Hammouni: Justice pour des milliers de familles privées de tout soutien financier

Le PPS au Parlement

M’Barek Tafsi

Des centaines de milliers de familles dans le besoin ayant perdu toute source de revenu et de subsistance sont privées du soutien financier direct dans les périphéries des villes, les quartiers populaires et en milieu rural où elles sont doublement affectées par la pandémie et la sécheresse, a affirmé Rachid Hammouni, membre du Groupement parlementaire du progrès et du socialisme (GPPS : PPS) à la Chambre des représentants.

Ce sont des veuves, des petits agriculteurs, des artisans, des chauffeurs de taxi, des propriétaires de cafés et de restaurants fermés dans plusieurs provinces comme Boulemane, Taounate, Azilal, Essauira, Sidi Kacem, Khémisset, Settat et ailleurs, à qui il faut rendre justice, a-t-il insisté.

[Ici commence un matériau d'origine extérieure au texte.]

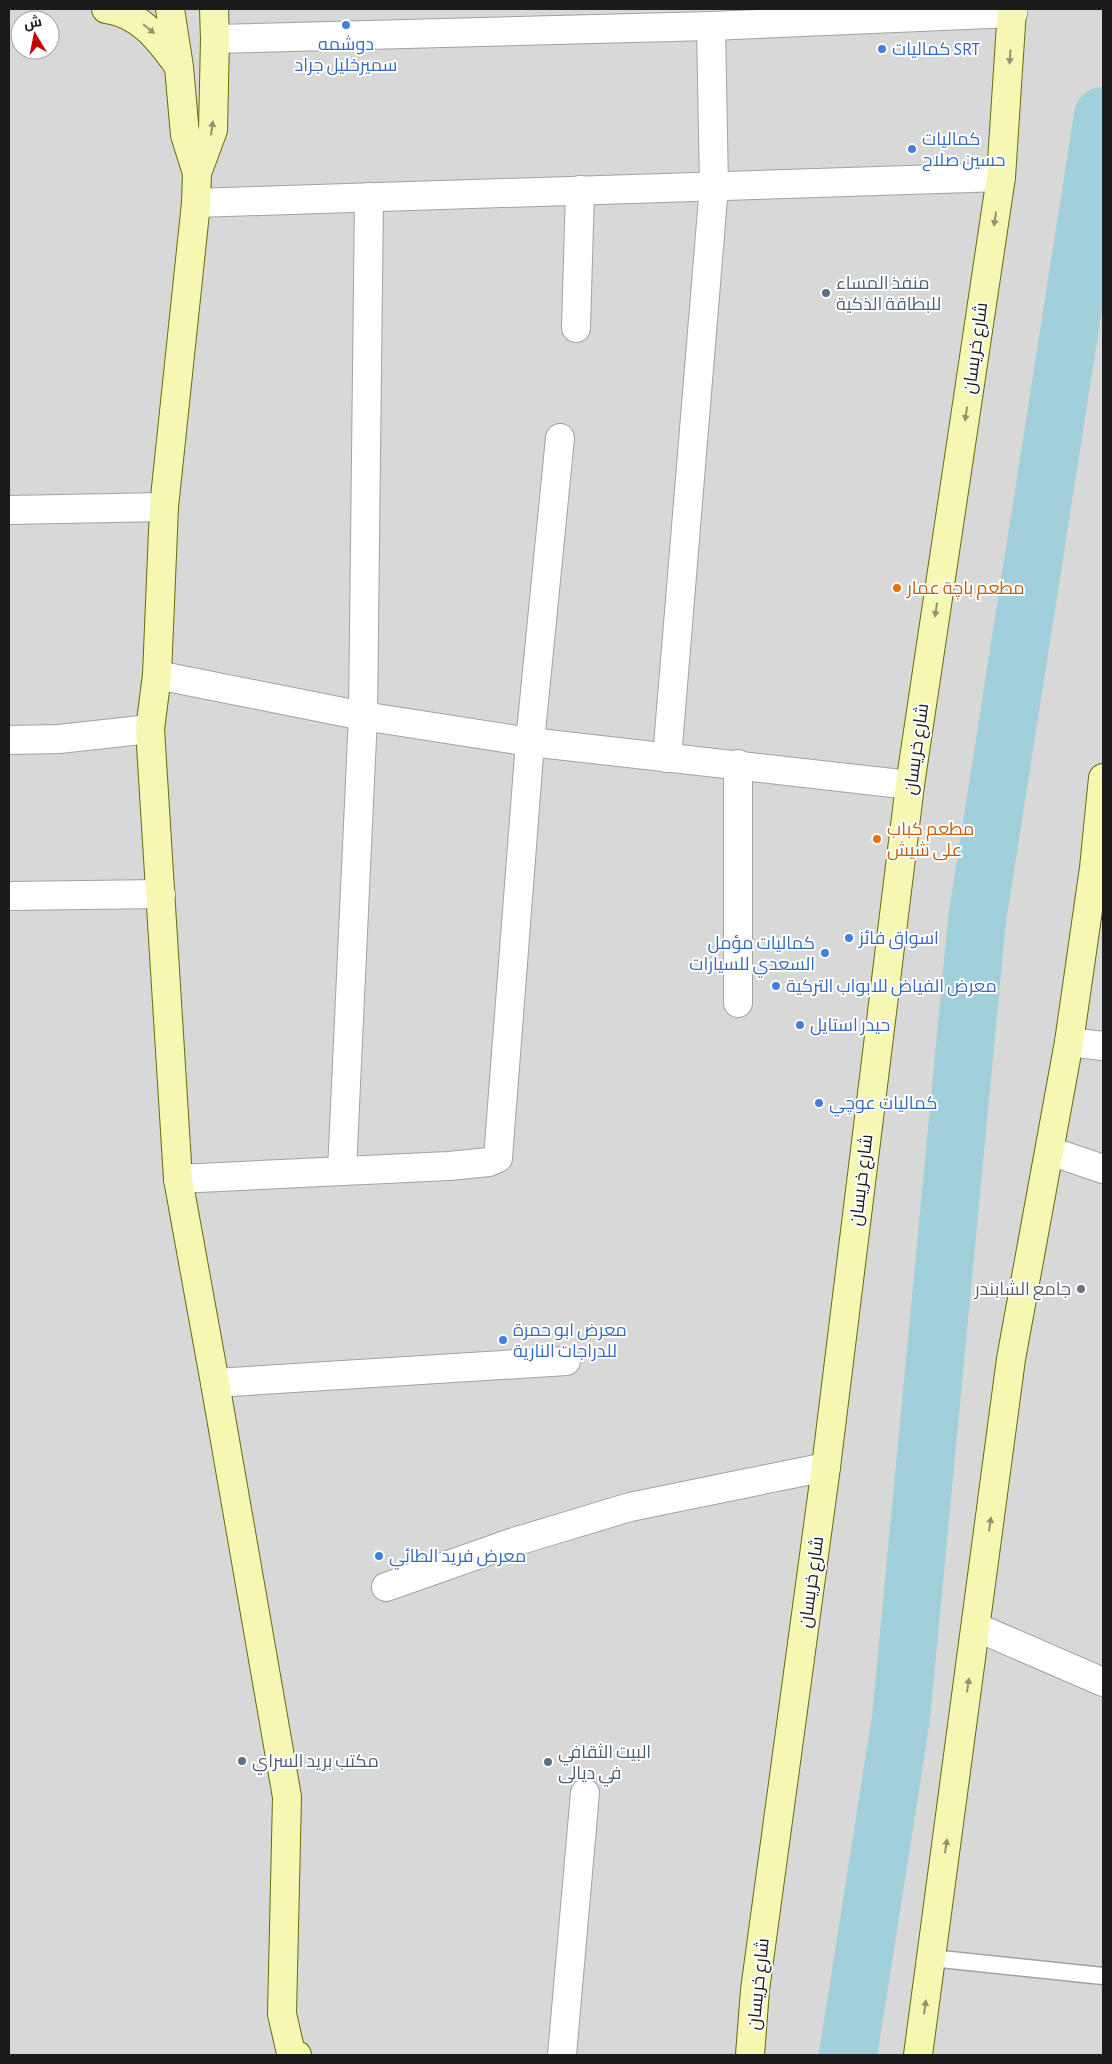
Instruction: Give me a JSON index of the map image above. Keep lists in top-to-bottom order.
{
  "streets": {
    "street": ["شارع خريسان"]
  },
  "one_way": ["شارع خريسان"],
  "places": [
    "دوشمه سميرخليل جراد",
    "كماليات SRT",
    "كماليات حسين صلاح",
    "منفذ المساء للبطاقة الذكية",
    "مطعم باچة عمار",
    "مطعم كباب على شيش",
    "اسواق فائز",
    "كماليات مؤمل السعدي للسيارات",
    "معرض الفياض للابواب التركية",
    "حيدر استايل",
    "كماليات عوچي",
    "جامع الشابندر",
    "معرض ابو حمرة للدراجات النارية",
    "معرض فريد الطائي",
    "مكتب بريد السراي",
    "البيت الثقافي في ديالى"
  ],
  "north": "top"
}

Intervenant au nom de son groupement parlementaire lors de la séance plénière, consacrée mercredi 20 mai à la discussion de l’exposé du chef de gouvernement, présenté lundi dernier, le député en a profité pour appeler à des mesures urgentes au profit du monde rural pour assurer à toutes les régions du pays de l’eau potable et de l’eau d’irrigation.

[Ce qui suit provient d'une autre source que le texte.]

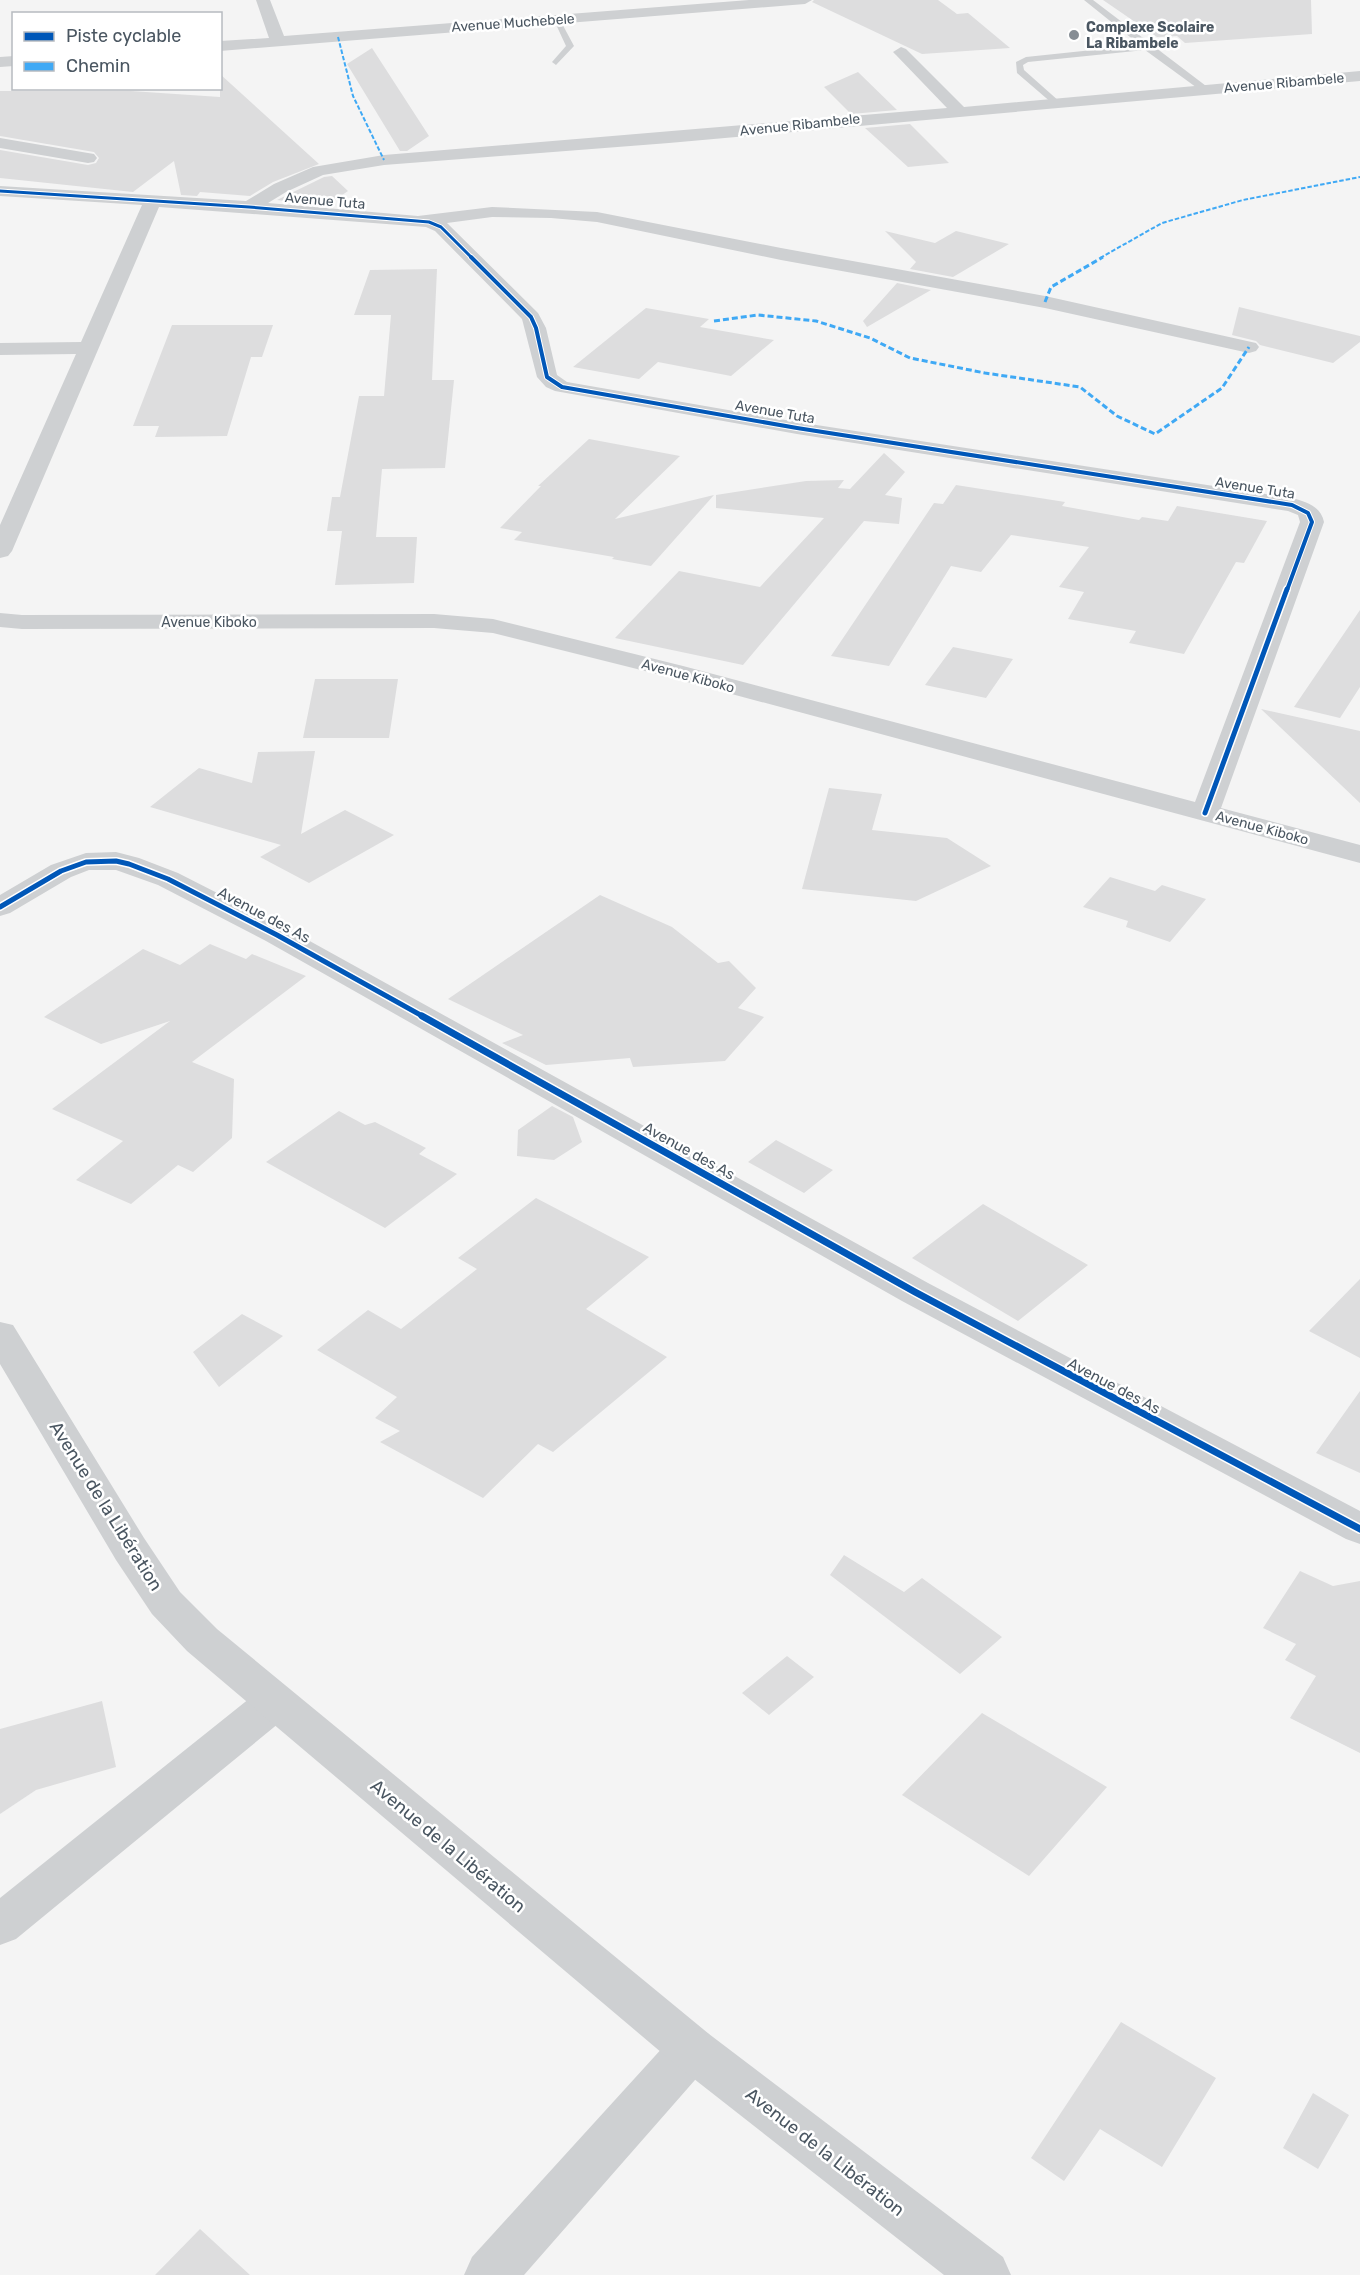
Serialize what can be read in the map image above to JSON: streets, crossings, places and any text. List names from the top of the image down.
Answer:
{
  "streets": {
    "street": [
      "Avenue Muchebele",
      "Avenue Ribambele",
      "Avenue Tuta",
      "Avenue Kiboko",
      "Avenue des As",
      "Avenue de la Libération"
    ]
  },
  "crossings": [
    ["Avenue Ribambele", "Avenue Tuta"],
    ["Avenue Tuta", "Avenue Kiboko"]
  ],
  "places": ["Complexe Scolaire La Ribambele"],
  "legend": ["Piste cyclable", "Chemin"]
}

Après-avoir salué les mesures prises par le gouvernement sur Hautes Instructions royales pour faire face à la pandémie du Covid-19 et l’engagement du gouvernement d’associer les partis politiques à la discussion du projet de loi de finances rectificative et d’ouvrir un débat avec les partis politiques et les syndicats au sujet de la situation économique et sociale, il a fait savoir que l’on aspire au PPS à ce que ce dialogue ne soit pas formel destiné à la consommation médiatique, mais un dialogue productif de vues et de visions au sujet des priorités, des politiques et des programmes publics d’urgence.

Il a également estimé nécessaire d’associer les partenaires sociaux et les partis politiques au débat au sujet des mesures à prendre pour réussir une sortie progressive et assurée du confinement en cours dans le but de renforcer la confiance des Marocains dans les institutions du pays.

Evoquant le cas des Ramedistes, il a souligné qu’ils doivent tous bénéficier du soutien financier prévu, car ils font tous partie de la classe en état de précarité et de pauvreté. Pour ce qui est des non ramedistes, il importe d’étudier cas par cas, sachant qu’ils doivent tous bénéficier du Ramed.

Le député a par ailleurs fait savoir que la confusion qui règne au sein du gouvernement a un effet hautement négatif sur l’opinion publique, appelant à cesser ces tiraillements qui empêchent la restauration de la confiance des citoyens dans les institutions du pays.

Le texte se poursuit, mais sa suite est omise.